• _Work required_
Keep every line of the data below that has the string "middle" and present those lines.

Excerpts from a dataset
────────────────

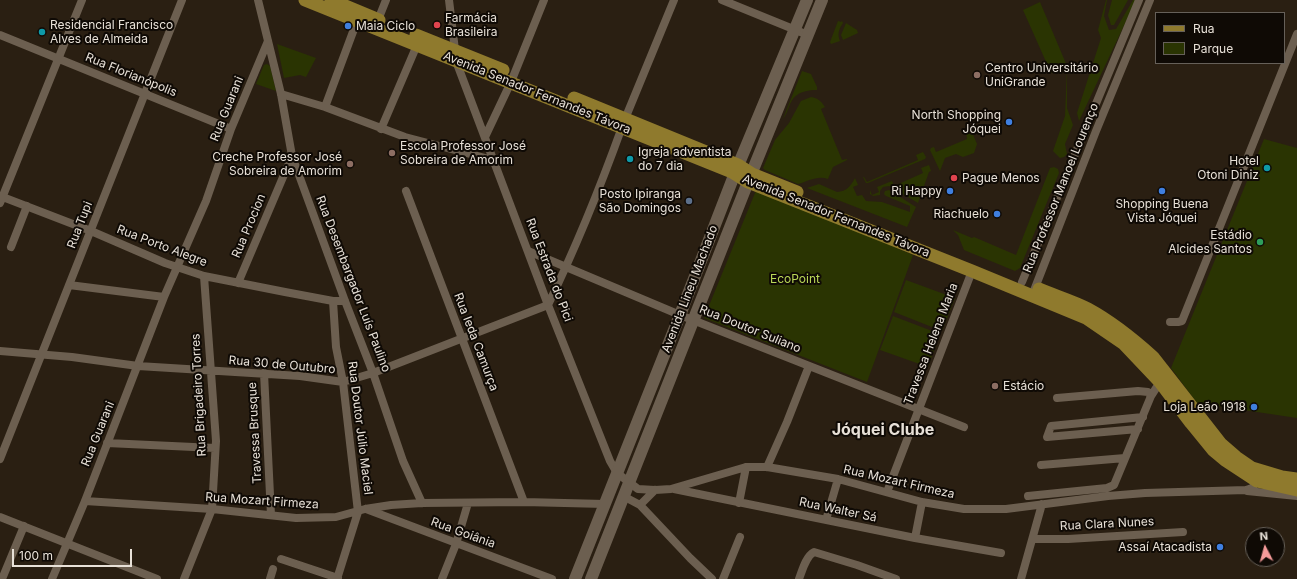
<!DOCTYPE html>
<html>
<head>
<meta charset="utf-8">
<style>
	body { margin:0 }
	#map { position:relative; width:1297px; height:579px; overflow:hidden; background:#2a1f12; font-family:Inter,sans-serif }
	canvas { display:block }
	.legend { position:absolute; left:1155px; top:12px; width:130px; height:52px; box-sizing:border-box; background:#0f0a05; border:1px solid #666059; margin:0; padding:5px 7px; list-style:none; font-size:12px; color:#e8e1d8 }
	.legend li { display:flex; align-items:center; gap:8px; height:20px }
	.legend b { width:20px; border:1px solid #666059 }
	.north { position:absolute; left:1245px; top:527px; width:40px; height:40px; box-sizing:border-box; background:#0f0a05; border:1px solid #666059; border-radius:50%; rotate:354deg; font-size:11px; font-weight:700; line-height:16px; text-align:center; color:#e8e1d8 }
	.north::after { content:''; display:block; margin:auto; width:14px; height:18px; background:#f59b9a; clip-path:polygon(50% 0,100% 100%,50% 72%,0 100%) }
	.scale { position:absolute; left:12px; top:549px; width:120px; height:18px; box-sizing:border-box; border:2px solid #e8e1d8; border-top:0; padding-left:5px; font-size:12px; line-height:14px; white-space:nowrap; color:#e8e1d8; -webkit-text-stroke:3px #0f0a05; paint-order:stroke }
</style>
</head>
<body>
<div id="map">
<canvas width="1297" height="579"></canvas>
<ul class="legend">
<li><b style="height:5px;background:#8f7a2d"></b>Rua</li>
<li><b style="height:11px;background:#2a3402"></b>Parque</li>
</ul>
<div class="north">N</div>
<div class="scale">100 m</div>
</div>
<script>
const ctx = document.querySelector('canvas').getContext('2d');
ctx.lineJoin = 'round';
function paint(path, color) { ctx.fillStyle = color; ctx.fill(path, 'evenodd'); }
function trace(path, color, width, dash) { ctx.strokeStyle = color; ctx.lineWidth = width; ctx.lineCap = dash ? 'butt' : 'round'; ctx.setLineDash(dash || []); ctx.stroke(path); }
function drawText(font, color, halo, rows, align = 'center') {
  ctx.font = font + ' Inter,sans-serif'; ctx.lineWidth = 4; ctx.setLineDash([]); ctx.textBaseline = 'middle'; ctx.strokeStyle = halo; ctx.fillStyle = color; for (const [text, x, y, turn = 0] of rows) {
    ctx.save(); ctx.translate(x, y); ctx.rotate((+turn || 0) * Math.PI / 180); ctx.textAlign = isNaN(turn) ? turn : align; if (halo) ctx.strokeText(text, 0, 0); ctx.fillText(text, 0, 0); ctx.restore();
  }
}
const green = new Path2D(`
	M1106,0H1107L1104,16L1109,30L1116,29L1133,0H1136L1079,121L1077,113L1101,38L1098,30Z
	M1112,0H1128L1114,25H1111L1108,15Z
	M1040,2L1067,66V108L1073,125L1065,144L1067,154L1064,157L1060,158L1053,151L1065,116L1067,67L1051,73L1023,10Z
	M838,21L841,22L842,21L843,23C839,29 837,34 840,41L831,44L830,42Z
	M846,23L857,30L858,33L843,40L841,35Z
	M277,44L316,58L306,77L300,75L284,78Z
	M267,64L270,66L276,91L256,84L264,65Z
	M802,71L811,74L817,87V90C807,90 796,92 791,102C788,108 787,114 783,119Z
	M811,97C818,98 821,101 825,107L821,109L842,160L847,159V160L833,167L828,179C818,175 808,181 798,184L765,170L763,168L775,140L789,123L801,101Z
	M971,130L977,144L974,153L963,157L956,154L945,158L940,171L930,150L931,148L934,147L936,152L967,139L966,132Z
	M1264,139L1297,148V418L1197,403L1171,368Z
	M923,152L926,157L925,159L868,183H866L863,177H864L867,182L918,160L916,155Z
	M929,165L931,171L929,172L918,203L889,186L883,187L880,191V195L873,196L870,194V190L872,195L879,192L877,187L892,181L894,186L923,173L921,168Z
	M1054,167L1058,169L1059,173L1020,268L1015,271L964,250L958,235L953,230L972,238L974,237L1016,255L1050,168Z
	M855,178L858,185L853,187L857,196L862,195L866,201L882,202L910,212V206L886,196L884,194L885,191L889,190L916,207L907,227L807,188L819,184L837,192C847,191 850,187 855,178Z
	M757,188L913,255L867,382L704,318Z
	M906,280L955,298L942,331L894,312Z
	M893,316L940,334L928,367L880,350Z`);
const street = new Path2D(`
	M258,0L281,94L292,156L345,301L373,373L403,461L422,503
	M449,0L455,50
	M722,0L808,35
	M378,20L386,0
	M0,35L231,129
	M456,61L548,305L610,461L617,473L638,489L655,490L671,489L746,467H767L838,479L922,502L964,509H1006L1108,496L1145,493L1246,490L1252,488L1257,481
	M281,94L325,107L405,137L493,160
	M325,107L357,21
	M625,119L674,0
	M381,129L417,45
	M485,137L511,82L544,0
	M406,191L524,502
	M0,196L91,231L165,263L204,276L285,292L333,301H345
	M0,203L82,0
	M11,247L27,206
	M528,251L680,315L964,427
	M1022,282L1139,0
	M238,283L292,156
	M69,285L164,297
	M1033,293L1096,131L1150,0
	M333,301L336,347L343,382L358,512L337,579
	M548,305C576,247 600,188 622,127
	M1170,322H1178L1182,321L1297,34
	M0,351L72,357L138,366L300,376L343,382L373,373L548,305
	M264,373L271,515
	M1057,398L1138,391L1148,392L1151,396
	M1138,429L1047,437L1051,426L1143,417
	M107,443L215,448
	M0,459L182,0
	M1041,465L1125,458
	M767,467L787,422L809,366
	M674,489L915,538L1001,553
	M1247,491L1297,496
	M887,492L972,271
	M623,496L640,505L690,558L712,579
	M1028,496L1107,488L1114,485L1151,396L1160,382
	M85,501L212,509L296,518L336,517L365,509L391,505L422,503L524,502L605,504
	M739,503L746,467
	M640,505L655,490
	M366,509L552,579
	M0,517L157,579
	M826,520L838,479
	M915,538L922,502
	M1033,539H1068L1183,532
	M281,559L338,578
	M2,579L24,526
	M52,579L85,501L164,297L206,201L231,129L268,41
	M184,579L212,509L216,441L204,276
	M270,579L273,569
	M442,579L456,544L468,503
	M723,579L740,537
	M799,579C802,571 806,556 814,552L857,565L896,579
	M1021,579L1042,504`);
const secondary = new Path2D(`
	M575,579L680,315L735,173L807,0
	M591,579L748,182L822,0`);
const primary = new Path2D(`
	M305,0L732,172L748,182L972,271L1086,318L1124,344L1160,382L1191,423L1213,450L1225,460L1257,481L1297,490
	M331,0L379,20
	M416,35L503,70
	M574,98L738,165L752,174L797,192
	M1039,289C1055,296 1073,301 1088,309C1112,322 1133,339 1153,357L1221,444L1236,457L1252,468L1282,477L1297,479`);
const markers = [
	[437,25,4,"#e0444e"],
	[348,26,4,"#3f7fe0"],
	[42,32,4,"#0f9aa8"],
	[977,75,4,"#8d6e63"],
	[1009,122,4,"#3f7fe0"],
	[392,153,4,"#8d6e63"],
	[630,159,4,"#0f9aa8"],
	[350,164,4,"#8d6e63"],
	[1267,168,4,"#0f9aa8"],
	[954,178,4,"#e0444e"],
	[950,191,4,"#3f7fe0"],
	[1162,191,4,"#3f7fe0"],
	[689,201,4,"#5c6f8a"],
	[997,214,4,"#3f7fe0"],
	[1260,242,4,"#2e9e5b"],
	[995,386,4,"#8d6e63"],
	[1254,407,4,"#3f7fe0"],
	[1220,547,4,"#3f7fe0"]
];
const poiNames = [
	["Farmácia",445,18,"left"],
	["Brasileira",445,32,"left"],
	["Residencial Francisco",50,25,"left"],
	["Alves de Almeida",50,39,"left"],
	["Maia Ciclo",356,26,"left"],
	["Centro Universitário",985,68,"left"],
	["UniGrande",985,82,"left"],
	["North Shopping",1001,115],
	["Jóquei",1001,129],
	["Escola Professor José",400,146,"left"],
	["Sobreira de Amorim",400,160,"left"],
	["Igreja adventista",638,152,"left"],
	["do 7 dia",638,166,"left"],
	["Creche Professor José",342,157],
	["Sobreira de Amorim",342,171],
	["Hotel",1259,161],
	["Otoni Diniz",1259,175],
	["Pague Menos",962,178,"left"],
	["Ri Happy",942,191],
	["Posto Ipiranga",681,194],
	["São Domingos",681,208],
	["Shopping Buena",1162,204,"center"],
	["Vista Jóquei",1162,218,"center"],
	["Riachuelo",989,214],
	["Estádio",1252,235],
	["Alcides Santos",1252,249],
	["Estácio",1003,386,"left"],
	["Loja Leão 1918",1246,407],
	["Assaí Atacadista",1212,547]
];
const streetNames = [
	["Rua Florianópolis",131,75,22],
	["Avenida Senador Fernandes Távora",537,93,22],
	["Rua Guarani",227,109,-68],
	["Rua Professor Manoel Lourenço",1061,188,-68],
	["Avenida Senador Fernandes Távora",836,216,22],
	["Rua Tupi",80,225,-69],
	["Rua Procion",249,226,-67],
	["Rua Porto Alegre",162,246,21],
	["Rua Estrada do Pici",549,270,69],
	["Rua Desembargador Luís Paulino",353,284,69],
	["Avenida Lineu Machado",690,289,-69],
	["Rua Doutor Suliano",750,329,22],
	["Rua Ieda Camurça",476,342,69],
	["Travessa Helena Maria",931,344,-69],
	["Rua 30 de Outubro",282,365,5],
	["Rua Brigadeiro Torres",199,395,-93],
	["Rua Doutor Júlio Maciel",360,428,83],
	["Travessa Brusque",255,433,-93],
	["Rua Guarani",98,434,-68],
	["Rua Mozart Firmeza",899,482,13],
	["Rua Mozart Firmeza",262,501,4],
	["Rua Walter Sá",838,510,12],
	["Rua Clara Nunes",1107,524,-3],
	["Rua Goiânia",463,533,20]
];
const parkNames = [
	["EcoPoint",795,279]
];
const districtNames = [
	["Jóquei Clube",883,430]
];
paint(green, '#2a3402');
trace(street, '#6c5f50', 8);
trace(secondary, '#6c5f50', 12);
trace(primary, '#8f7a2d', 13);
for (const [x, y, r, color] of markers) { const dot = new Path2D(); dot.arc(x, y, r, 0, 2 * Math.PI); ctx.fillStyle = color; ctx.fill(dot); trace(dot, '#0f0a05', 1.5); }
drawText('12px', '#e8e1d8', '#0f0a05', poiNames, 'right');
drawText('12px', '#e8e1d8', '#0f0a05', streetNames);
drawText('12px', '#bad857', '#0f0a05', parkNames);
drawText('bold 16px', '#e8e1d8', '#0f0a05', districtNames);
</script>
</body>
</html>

────────────────

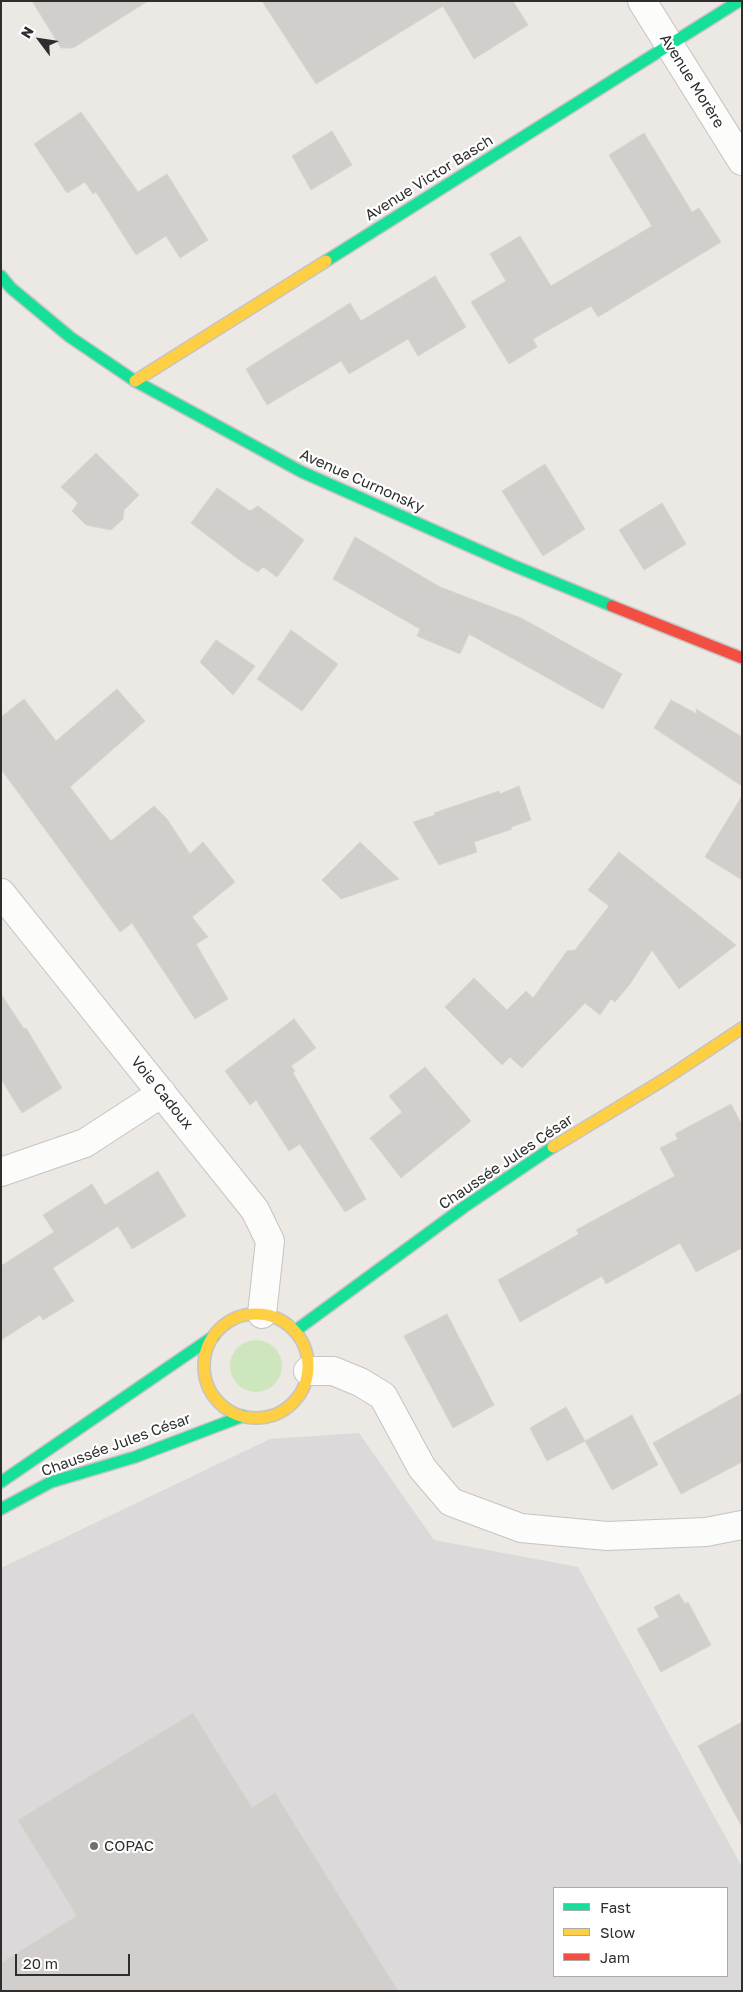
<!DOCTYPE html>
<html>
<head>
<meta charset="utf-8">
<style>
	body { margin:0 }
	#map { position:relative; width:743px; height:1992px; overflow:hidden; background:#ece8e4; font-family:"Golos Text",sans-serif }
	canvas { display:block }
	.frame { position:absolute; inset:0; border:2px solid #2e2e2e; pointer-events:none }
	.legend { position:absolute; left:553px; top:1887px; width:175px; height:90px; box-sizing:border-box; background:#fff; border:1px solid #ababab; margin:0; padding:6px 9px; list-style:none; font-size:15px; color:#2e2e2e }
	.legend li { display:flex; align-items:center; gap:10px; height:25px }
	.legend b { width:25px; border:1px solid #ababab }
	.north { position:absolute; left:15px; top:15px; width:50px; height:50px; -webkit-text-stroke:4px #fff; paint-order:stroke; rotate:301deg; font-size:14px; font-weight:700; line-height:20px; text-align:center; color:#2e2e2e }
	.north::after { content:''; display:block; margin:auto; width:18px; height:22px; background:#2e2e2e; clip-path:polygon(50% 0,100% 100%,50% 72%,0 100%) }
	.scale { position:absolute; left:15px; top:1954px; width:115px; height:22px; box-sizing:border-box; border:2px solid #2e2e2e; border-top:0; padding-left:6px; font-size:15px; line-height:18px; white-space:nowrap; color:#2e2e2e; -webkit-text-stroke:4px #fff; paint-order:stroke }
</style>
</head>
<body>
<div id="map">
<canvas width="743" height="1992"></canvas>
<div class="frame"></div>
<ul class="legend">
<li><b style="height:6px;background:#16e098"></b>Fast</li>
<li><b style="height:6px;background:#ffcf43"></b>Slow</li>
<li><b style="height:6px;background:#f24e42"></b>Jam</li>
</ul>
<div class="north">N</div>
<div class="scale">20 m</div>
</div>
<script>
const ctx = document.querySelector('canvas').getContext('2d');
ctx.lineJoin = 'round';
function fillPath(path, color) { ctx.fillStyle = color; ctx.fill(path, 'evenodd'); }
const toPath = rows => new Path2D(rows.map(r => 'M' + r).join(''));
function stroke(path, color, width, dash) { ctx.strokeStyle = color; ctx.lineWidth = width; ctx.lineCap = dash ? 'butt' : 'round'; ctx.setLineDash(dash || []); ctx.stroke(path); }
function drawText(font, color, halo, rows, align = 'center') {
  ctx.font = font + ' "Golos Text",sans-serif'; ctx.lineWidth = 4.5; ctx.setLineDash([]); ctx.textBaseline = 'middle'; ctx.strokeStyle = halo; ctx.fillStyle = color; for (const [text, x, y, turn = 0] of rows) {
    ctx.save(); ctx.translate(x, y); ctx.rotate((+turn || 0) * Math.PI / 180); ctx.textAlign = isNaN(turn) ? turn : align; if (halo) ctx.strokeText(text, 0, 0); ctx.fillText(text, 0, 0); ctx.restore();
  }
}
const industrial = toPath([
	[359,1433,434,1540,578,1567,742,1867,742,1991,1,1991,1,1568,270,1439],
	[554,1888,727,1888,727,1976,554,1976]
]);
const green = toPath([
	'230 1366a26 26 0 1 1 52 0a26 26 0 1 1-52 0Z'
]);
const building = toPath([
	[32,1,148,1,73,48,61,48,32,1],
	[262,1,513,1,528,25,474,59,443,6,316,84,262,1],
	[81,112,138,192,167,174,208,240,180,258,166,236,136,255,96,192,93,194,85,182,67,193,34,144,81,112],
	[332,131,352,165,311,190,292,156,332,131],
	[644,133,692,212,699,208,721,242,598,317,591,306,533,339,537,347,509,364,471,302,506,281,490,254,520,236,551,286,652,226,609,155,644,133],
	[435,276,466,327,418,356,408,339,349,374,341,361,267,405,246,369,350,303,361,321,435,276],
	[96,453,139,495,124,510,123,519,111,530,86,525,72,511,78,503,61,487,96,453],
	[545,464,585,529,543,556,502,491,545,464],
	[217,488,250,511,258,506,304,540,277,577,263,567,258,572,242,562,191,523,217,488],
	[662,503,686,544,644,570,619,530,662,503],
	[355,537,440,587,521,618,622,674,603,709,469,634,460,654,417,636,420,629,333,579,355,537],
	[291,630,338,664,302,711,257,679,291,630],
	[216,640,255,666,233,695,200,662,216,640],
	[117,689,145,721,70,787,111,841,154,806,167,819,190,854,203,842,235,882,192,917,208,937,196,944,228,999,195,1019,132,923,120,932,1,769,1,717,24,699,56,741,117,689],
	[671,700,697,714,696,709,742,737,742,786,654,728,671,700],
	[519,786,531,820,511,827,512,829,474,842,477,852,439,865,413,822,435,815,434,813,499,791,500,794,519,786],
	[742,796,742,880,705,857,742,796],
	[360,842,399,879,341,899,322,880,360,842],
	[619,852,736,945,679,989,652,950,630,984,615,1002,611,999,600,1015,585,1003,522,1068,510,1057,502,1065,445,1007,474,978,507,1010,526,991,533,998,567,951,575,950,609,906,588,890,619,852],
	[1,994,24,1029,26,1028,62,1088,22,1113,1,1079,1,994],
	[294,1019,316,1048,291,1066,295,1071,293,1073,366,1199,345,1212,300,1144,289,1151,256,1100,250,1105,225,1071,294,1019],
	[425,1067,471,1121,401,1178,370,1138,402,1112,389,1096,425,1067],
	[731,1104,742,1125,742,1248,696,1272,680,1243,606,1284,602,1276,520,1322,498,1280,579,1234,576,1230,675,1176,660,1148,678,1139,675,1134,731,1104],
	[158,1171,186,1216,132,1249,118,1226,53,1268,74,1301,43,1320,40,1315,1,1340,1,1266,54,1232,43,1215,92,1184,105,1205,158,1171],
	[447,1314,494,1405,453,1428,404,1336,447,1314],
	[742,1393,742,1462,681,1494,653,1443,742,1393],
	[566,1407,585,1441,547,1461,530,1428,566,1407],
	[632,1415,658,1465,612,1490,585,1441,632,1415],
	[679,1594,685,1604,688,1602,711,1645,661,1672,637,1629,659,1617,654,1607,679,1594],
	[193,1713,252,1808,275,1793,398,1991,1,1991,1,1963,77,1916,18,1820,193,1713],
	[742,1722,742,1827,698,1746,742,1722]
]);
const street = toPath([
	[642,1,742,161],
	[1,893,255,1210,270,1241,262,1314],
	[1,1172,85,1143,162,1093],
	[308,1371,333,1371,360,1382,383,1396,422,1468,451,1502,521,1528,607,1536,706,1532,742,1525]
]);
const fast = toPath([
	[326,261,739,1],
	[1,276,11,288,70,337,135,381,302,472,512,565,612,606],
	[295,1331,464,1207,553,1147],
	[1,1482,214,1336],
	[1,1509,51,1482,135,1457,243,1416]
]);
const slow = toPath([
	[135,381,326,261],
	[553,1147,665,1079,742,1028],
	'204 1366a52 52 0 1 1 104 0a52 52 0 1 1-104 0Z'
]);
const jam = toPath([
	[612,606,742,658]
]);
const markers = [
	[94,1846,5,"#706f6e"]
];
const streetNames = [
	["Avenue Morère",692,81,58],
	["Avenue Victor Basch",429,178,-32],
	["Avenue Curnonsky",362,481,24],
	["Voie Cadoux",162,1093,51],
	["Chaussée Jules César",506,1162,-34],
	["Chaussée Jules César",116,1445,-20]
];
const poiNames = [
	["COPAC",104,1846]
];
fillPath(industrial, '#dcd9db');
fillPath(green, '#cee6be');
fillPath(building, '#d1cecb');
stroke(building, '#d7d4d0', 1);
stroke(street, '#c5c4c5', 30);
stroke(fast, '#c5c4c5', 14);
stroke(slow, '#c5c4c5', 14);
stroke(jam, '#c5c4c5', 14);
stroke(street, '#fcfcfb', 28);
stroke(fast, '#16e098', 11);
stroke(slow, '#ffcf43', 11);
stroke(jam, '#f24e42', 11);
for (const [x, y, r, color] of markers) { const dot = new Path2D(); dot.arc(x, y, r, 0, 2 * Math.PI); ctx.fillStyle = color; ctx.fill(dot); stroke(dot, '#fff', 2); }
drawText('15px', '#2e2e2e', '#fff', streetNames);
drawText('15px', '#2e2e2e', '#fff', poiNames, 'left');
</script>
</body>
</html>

────────────────

• _Task solution_
  ctx.font = font + ' Inter,sans-serif'; ctx.lineWidth = 4; ctx.setLineDash([]); ctx.textBaseline = 'middle'; ctx.strokeStyle = halo; ctx.fillStyle = color; for (const [text, x, y, turn = 0] of rows) {
  ctx.font = font + ' "Golos Text",sans-serif'; ctx.lineWidth = 4.5; ctx.setLineDash([]); ctx.textBaseline = 'middle'; ctx.strokeStyle = halo; ctx.fillStyle = color; for (const [text, x, y, turn = 0] of rows) {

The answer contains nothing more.